Se ha vuelto casi un lugar común hablar del arte como una forma de resistencia. Pero pocas veces se le da cuerpo real a esa idea: pocas veces una exposición consigue materializar la resistencia como algo íntimo, cotidiano, a veces precario, pero profundamente transformador. ¿Adónde irá el pájaro que no vuele? en La Casa Encendida, lo hace. Y no con discursos rimbombantes, sino con una delicadeza política que va directa al hueso.
La muestra, comisariada por Ángel Calvo Ulloa y Julia Castelló, forma parte del 25 aniversario de la convocatoria Generaciones de la Fundación Montemadrid. En vez de mirar atrás con nostalgia, los comisarios han optado por poner el foco en un eje conceptual tan amplio como preciso: la generosidad. No como gesto grandilocuente, sino como actitud. Como forma de generar.
Hay obras que lo encarnan de forma evidente, otras que lo hacen de manera más sutil. Pero en conjunto, el recorrido dibuja un mapa donde crear, colaborar y compartir siguen siendo posibles, incluso en un sistema artístico cada vez más individualista, competitivo y agotador.
Y entonces, sin previo aviso, llegas a una pieza que te desgarra el corazón; me refiero a la serie de pizarras de Marta de Gonzalo y Publio Pérez Prieto, donde se recogen frases reales de personas que abandonaron la práctica artística. “Nuestras familias no nos podían mantener”, “Recortaron las convocatorias”, “Subió el IPC”. Una tras otra, como suspiros petrificados.

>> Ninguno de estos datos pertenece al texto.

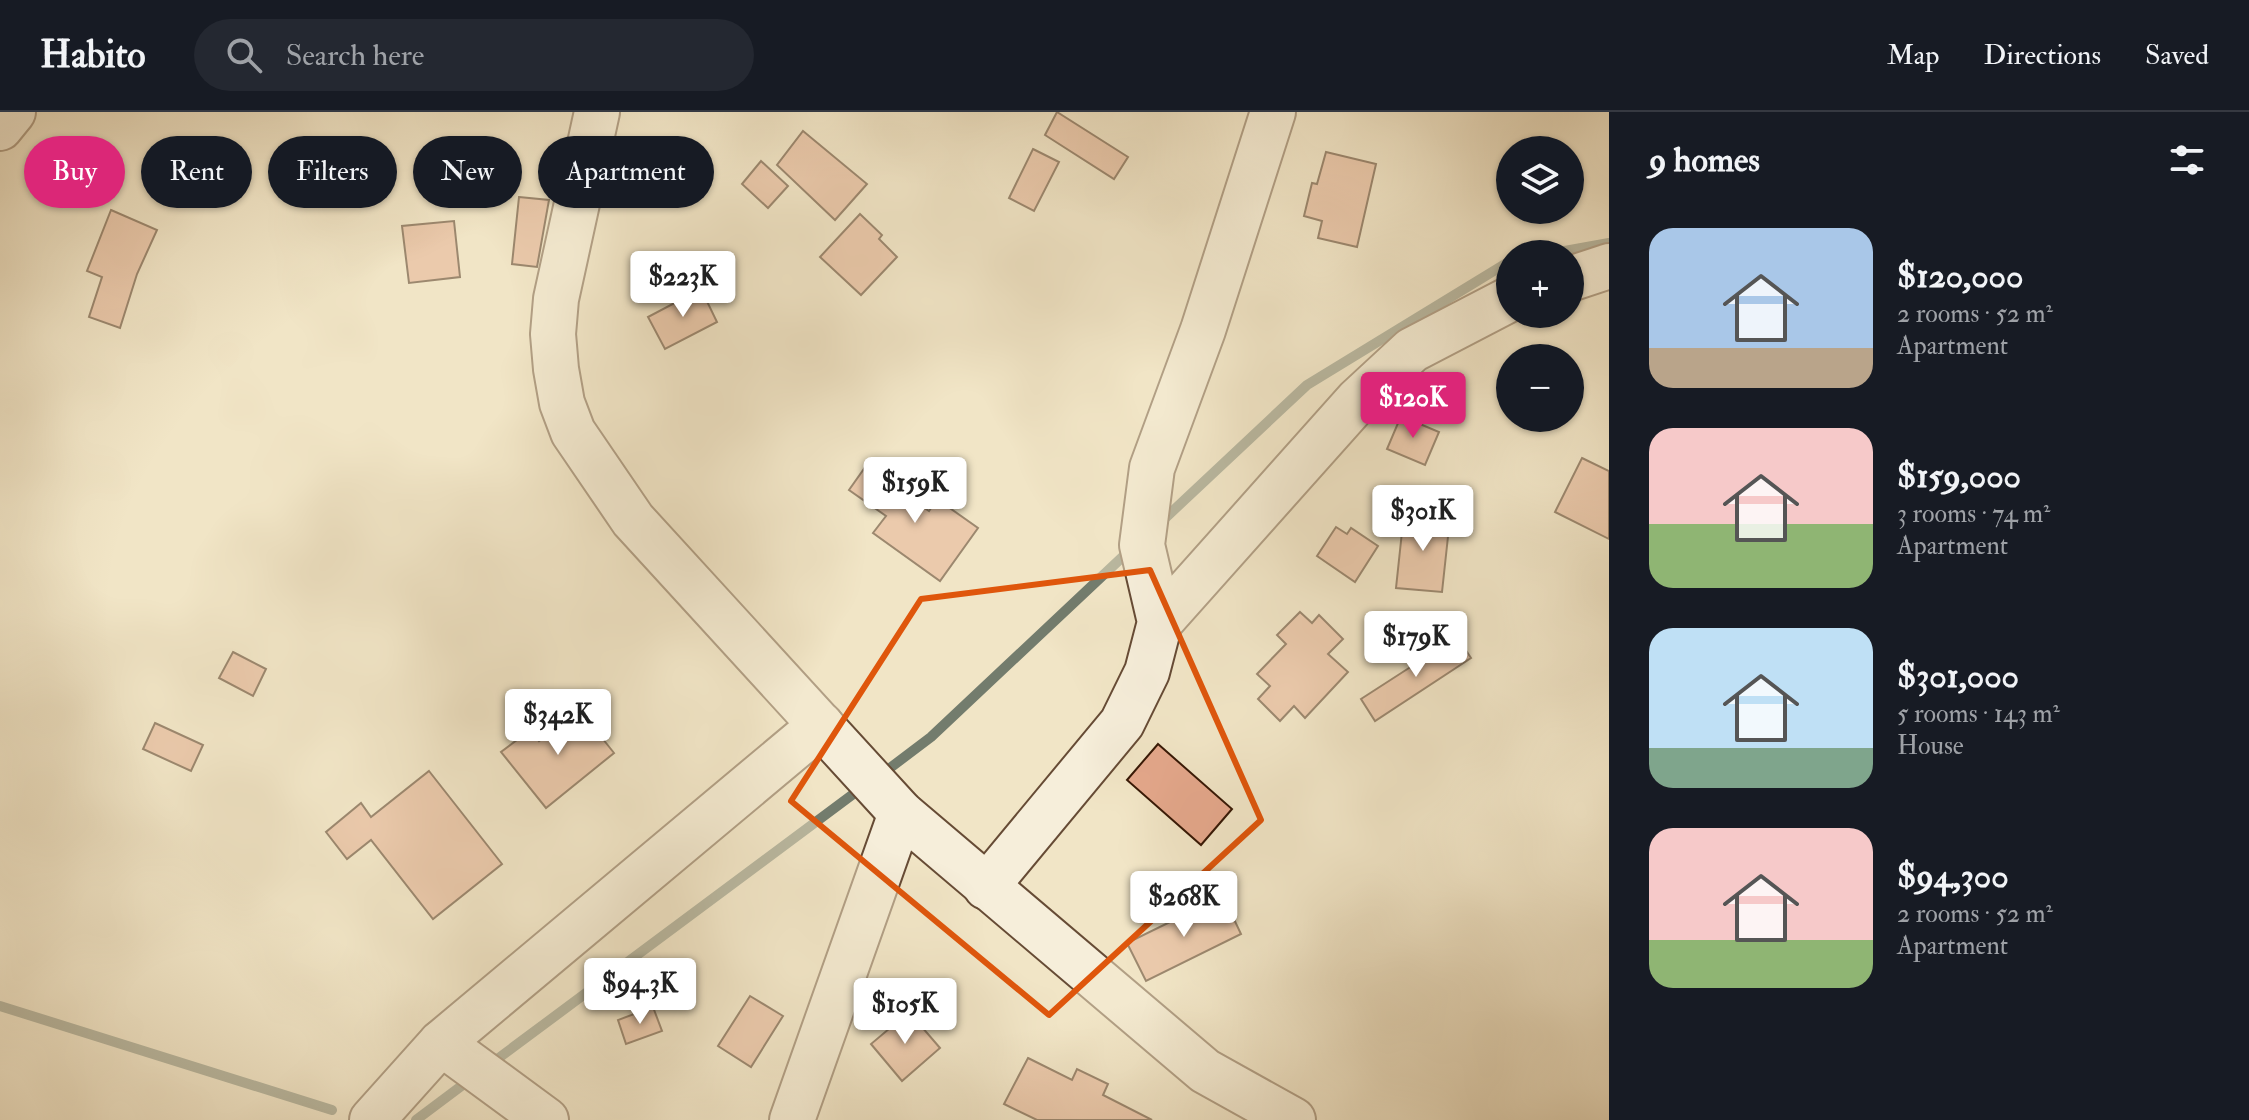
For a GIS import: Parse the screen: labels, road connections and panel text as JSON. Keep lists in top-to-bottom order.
{
  "page": {
    "header": "Habito",
    "search": "Search here",
    "nav": ["Map", "Directions", "Saved"],
    "heading": "9 homes",
    "map_buttons": ["+", "−"],
    "chip": [
      "Buy",
      "Rent",
      "Filters",
      "New",
      "Apartment"
    ],
    "list": [
      {
        "name": "$120,000",
        "note": "2 rooms · 52 m² · Apartment"
      },
      {
        "name": "$159,000",
        "note": "3 rooms · 74 m² · Apartment"
      },
      {
        "name": "$301,000",
        "note": "5 rooms · 143 m² · House"
      },
      {
        "name": "$94,300",
        "note": "2 rooms · 52 m² · Apartment"
      }
    ],
    "price": [
      "$223K",
      "$120K",
      "$159K",
      "$301K",
      "$179K",
      "$342K",
      "$268K",
      "$94.3K",
      "$105K"
    ]
  }
}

Es imposible no reconocerse en alguna de ellas. Porque todas hablan de la misma herida: la de haber querido hacer y no haber podido sostenerlo. Y justo cuando parece que ya no hay salida, aparece, casi como al margen, una frase escrita en la trasera de una de las pizarras: “No dejéis de hacer”. No suena a consigna, ni a consejo paternalista. Es más bien una petición. Una última llama encendida en medio del desánimo.
La fuerza de esa pieza no está solo en lo que dice, sino en cómo lo dice. En su sencillez brutal. En su capacidad de poner palabras a lo que muchas veces no se nombra en voz alta: Crear arte duele y dejar de crearlo duele aún más.
Esta exposición está llena de esos momentos que no buscan impresionar, sino acompañar. Pedro G. Romero documenta una genealogía coral de colaboraciones, colectivos e instituciones periféricas que expanden el campo del arte más allá de los formatos habituales. Carlos Maciá reutiliza materiales descartados para construir una instalación viva, que habla tanto de ruina como de posibilidad. Susanna Inglada transforma la sala en un escenario onírico, un bosque de manos entrelazadas, donde el papel se vuelve músculo, grito, abrazo. Santiago Cirugeda reitera que lo político también se construye desde el humor y la irreverencia.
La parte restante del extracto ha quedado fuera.